**ASSIGNED TASK**
Please copy every line with the string "fabs" from the entries below.

**SOURCE INFORMATION**
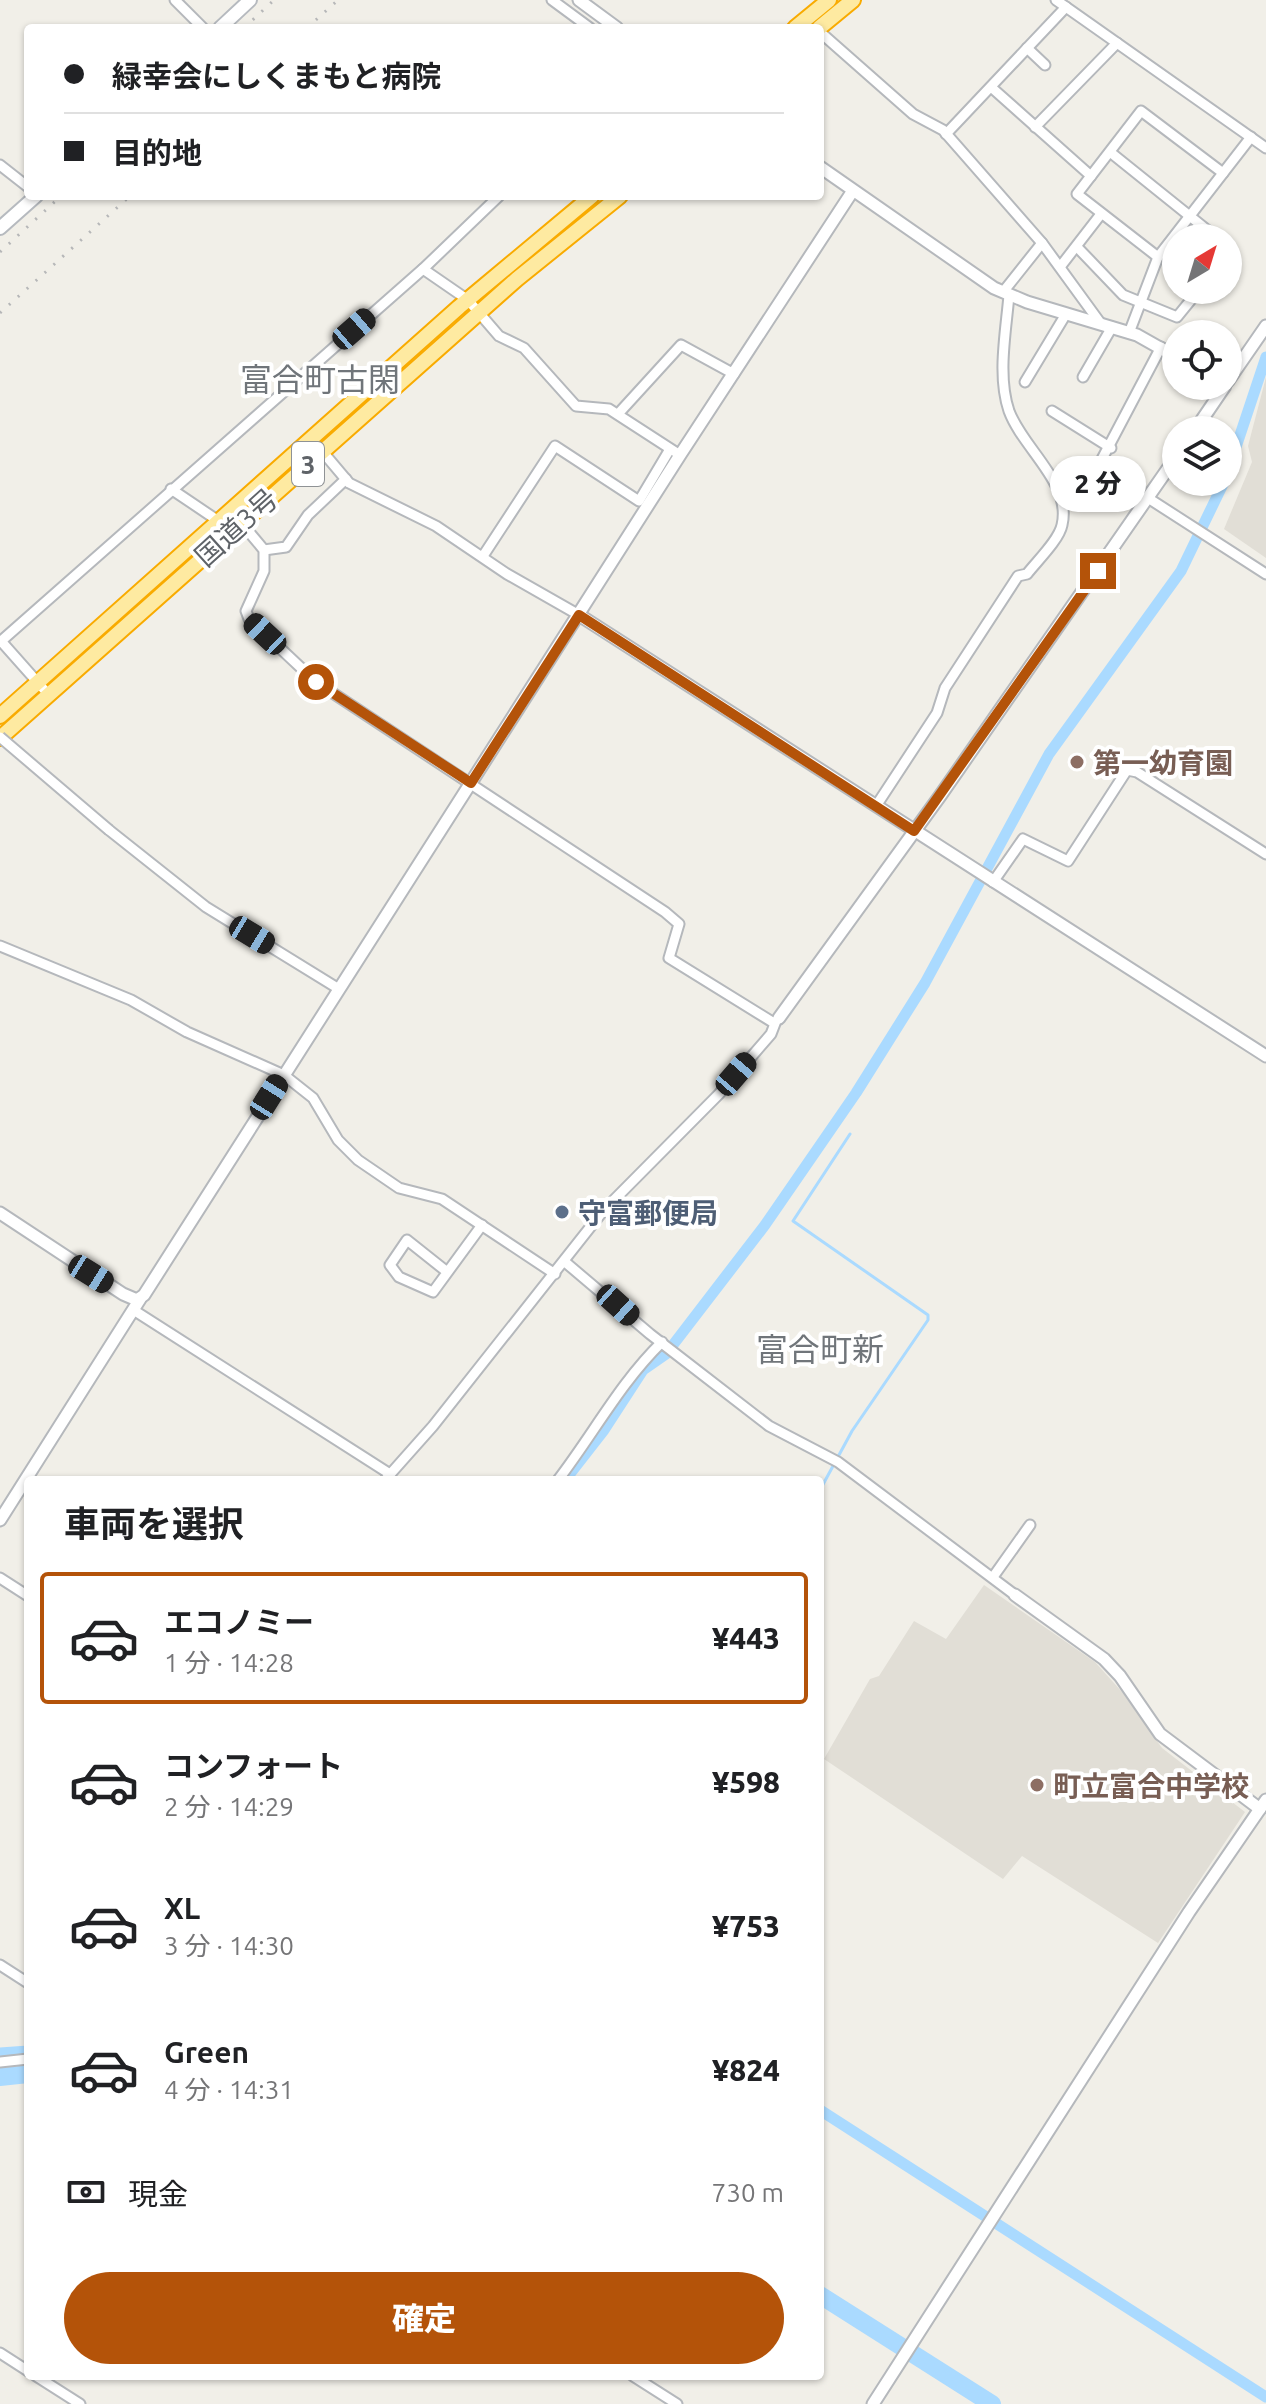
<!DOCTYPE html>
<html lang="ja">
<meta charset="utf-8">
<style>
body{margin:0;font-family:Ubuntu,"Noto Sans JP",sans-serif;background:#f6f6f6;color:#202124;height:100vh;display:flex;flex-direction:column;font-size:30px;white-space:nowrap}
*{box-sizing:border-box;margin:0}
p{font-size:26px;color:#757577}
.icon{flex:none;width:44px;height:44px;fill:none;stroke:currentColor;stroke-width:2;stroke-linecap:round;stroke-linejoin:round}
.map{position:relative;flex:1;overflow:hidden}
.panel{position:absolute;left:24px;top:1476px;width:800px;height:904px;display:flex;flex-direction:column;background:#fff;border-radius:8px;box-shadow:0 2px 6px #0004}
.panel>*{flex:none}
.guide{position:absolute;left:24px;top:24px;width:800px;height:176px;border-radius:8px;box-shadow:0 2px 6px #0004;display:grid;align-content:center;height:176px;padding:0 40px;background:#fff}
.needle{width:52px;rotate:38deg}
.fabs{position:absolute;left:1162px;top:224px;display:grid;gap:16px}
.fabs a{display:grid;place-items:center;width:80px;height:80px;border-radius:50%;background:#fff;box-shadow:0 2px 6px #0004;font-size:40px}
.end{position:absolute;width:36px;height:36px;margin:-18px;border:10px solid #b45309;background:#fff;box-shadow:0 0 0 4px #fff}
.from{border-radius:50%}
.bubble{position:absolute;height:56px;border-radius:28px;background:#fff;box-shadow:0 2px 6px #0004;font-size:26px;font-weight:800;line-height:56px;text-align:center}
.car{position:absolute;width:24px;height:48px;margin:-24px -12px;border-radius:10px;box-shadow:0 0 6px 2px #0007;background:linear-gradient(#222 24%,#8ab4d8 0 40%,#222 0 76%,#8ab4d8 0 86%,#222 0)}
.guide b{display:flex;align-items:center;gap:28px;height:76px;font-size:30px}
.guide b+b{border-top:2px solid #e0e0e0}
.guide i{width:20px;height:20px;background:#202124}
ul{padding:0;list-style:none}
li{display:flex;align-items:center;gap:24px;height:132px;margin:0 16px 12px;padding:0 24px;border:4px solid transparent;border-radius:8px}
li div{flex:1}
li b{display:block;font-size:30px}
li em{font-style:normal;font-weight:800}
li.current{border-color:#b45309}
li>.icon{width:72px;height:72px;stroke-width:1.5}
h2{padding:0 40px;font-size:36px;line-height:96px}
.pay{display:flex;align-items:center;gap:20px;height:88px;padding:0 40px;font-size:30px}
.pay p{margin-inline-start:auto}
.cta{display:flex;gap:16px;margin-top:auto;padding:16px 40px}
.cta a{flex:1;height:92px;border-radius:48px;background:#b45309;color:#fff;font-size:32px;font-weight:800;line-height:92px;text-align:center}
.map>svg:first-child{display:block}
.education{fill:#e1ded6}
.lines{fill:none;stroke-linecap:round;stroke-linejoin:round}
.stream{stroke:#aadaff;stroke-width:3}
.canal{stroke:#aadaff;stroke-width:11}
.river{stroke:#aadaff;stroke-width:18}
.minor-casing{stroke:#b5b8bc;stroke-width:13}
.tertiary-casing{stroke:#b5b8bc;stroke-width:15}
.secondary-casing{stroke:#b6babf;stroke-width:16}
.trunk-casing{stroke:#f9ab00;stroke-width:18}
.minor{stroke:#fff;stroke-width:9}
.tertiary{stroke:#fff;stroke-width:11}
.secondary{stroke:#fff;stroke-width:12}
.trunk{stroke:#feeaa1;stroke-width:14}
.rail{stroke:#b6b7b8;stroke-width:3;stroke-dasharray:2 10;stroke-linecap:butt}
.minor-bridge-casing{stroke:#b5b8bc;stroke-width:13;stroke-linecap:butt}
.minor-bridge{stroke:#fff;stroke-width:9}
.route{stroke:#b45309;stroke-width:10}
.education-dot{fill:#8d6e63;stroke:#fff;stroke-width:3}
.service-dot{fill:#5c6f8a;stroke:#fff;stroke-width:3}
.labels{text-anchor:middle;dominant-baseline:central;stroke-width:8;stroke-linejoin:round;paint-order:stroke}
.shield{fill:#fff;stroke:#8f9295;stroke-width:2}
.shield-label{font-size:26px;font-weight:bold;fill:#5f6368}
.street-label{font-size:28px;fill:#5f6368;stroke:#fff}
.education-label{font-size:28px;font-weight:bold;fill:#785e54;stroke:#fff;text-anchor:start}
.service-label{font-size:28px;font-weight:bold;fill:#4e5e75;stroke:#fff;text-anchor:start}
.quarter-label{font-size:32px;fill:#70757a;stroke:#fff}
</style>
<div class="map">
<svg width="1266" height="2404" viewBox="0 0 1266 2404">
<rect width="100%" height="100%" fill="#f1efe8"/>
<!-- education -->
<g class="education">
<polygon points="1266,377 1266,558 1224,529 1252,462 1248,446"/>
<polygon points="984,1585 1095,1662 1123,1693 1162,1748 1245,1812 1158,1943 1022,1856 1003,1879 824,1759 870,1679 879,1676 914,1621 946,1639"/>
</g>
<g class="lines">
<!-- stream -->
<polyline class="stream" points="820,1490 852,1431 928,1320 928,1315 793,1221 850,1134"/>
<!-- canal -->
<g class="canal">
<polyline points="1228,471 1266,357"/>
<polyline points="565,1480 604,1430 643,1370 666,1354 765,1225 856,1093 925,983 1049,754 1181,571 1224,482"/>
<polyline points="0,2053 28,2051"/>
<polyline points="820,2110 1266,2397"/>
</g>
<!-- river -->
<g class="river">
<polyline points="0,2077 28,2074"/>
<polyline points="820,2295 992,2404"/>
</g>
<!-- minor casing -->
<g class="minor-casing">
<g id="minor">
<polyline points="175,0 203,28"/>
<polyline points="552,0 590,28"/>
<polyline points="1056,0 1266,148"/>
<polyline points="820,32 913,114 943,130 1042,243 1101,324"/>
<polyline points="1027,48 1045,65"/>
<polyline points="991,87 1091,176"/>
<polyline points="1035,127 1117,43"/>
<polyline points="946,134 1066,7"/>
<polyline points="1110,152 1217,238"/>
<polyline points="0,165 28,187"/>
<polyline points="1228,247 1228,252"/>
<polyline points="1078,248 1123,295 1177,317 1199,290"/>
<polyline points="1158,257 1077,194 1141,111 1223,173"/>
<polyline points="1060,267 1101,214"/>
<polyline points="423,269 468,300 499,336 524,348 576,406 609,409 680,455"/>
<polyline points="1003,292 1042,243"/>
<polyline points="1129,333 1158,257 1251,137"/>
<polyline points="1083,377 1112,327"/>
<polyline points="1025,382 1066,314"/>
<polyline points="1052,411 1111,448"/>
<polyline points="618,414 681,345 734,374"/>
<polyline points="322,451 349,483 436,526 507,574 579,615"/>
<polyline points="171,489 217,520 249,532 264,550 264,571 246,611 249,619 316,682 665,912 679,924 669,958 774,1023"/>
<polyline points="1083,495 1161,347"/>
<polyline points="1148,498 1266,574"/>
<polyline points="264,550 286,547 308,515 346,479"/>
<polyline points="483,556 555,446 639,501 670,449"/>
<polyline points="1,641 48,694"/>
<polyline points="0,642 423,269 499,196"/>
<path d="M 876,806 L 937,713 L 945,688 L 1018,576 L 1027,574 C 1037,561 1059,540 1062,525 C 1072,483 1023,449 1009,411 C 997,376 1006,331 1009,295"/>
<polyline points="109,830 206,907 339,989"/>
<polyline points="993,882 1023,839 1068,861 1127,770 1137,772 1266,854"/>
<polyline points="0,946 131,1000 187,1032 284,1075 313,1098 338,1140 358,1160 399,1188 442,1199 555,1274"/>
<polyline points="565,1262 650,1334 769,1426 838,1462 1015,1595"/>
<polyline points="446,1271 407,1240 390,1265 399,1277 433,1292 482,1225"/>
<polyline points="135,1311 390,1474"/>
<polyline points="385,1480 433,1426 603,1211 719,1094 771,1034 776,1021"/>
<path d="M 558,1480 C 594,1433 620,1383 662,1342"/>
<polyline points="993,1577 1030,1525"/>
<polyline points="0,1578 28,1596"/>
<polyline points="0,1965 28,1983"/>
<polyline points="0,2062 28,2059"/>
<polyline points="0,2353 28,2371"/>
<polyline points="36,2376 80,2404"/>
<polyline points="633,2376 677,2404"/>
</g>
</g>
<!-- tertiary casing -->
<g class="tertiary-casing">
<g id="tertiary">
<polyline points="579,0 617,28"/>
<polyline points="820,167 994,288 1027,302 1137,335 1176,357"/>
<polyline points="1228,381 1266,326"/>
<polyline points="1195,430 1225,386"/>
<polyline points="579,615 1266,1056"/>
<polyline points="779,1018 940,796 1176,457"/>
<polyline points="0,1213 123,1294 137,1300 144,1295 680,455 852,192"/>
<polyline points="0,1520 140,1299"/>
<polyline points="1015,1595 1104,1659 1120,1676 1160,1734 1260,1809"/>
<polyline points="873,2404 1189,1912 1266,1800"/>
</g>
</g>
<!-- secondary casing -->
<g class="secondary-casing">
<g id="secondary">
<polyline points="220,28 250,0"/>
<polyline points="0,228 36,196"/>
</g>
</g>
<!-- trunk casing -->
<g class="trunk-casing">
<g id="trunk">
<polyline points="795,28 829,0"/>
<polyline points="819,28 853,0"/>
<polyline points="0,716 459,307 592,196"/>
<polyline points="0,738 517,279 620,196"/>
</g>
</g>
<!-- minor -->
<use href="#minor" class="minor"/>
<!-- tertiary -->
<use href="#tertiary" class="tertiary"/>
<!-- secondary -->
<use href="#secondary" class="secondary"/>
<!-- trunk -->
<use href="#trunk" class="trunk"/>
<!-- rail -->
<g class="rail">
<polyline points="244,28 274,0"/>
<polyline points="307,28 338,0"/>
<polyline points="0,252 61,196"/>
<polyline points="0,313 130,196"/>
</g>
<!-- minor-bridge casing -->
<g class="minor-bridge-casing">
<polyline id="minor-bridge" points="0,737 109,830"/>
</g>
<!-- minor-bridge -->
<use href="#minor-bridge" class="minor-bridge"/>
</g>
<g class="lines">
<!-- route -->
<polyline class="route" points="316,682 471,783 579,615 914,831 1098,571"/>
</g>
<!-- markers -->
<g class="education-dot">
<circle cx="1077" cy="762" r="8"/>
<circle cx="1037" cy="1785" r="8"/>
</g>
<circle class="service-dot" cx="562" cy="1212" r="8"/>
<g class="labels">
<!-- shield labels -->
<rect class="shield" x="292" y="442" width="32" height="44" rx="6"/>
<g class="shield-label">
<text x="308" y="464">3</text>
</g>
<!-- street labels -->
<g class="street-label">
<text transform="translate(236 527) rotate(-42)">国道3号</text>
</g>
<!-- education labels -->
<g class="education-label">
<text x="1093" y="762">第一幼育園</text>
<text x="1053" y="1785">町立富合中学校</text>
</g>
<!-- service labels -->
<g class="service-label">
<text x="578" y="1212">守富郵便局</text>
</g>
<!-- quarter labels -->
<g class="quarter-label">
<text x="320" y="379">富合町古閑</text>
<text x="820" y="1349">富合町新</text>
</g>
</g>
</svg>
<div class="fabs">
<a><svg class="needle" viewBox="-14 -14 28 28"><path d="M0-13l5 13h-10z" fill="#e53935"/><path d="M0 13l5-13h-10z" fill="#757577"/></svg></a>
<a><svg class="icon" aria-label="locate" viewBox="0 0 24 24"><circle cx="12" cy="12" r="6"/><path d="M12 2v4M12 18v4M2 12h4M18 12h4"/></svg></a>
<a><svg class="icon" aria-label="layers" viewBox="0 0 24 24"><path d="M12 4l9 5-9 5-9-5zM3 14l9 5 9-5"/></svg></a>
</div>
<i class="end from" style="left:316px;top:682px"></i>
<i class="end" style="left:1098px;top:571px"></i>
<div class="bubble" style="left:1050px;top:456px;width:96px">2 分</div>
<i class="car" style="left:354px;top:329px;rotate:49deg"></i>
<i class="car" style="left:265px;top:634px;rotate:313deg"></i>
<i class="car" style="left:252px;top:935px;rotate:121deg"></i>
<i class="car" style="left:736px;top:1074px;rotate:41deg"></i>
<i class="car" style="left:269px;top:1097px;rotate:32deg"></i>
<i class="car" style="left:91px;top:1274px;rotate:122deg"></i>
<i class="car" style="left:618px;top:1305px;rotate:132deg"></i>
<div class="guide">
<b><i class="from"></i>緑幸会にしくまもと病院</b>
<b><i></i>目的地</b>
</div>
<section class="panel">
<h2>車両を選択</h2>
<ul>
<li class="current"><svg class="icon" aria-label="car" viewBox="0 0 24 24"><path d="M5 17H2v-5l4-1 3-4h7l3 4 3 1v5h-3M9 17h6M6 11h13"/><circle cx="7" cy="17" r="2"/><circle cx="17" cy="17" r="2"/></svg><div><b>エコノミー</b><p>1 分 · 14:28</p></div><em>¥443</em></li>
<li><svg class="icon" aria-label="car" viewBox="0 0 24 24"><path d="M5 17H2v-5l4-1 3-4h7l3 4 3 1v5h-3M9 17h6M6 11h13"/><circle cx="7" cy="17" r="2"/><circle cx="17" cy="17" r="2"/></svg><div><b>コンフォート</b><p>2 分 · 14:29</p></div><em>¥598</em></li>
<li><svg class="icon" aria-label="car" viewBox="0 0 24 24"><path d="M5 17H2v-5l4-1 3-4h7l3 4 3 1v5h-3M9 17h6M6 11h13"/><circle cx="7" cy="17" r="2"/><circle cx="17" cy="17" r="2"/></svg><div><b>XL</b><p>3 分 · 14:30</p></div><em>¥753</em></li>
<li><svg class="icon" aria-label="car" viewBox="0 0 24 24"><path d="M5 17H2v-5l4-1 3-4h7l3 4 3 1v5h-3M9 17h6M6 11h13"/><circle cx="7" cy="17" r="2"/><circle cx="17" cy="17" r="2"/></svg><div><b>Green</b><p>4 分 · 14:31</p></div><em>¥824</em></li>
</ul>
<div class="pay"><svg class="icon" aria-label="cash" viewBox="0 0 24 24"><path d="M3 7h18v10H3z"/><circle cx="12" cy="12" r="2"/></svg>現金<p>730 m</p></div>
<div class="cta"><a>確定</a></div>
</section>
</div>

**RESULT OF THE EXERCISE**
.fabs{position:absolute;left:1162px;top:224px;display:grid;gap:16px}
.fabs a{display:grid;place-items:center;width:80px;height:80px;border-radius:50%;background:#fff;box-shadow:0 2px 6px #0004;font-size:40px}
<div class="fabs">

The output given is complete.